重返渡船后,几人各自回房,皆是靠近船头这边的头等厢房。
    寧远的这间,更是大到夸张,是属於船主的宅子。
    这艘鯤鱼渡船,不大不小,玉圭宗准备的也很妥当,鯤鱼背部的三十三间厢房,案几桌椅应有尽有,纤尘不染。
    还配备了几名少女侍从,容貌姣好之外,都有些许修为在身。
    至於谁来操控鯤鱼,那就更简单了。
    一般情况下,无需操控。
    驯服后的鯤鱼,本就极为温驯,只要將装有鯤鱼精血的信物玉牌炼化,后者就不得反抗。
    规划好航行就可,鯤鱼会沿著这条线路,一路向北。
    只要中途没有意外,多半不用如何留心。
    返回途中,寧远顺手在天闕峰上捞了一把灵草,餵饱了毛驴,独自返回屋內。
    他取出一支画轴,摊开之后,开始一颗一颗的往里面撒钱。
    阮秀去了灶房,裴钱在屋子卸下一身行囊后,就著急忙慌的飞奔出去,目的明確,跑到了船头观景台那边。
    小姑娘盘腿而坐,摘剑横膝,就这么静静地看著云海,都不捨得眨眼,黝黑的脸上,全是幸福。

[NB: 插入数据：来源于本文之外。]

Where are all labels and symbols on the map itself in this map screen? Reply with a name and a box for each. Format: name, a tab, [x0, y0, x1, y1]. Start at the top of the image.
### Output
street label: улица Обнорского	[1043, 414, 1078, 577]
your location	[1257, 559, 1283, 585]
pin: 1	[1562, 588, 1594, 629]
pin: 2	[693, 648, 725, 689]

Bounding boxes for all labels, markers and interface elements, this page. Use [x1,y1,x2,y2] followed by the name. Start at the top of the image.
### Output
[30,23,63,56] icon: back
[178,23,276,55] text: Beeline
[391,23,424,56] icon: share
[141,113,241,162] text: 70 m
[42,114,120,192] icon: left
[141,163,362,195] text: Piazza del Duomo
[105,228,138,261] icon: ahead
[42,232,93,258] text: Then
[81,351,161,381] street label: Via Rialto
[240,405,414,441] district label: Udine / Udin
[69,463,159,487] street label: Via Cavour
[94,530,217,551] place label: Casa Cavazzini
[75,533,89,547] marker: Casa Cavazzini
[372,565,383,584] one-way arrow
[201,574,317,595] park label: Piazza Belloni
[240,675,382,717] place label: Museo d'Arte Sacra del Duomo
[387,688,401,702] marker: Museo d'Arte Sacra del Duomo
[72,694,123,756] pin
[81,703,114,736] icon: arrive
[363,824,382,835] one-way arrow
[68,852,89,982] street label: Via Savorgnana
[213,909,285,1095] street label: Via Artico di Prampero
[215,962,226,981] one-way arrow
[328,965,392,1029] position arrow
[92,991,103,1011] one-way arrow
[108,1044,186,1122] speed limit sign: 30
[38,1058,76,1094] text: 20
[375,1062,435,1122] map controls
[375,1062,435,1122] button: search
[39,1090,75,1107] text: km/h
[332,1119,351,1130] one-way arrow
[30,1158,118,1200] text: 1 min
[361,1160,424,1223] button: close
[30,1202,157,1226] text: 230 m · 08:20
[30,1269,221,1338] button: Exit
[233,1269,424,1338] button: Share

    数月之前,她还是个小乞丐,每天在南苑国京城上躥下跳,要么偷人家东西,要么就卖惨乞討。
    这才多久的功夫啊。
    裴钱好像有些领会书上那句“恍如隔世”,是什么意思了。
    现在不就是了。
    小姑娘起身走到栏杆处,踮起脚,往下面张望,又缩了缩脖子,有些害怕。
    最后她比划了一下,把脑袋钻进了栏杆中的缝隙里,眺望下方的山山水水。
    云海无法遮蔽她的视线,小姑娘的一对眸子,灿若琉璃,遍览大好风光。
    高的很哩。
    比之前那座天闕峰,还要高。
    听说脚下这个庞然大物,叫鯤鱼渡船,是那个玉圭宗送给师父的,吃一顿能顶一个月,能在天上飞好远。
    裴钱觉得自己就不行,別说一顿一个月了,自己每天最低都要吃三顿,要是练拳练的久了,四五顿都是经常的事。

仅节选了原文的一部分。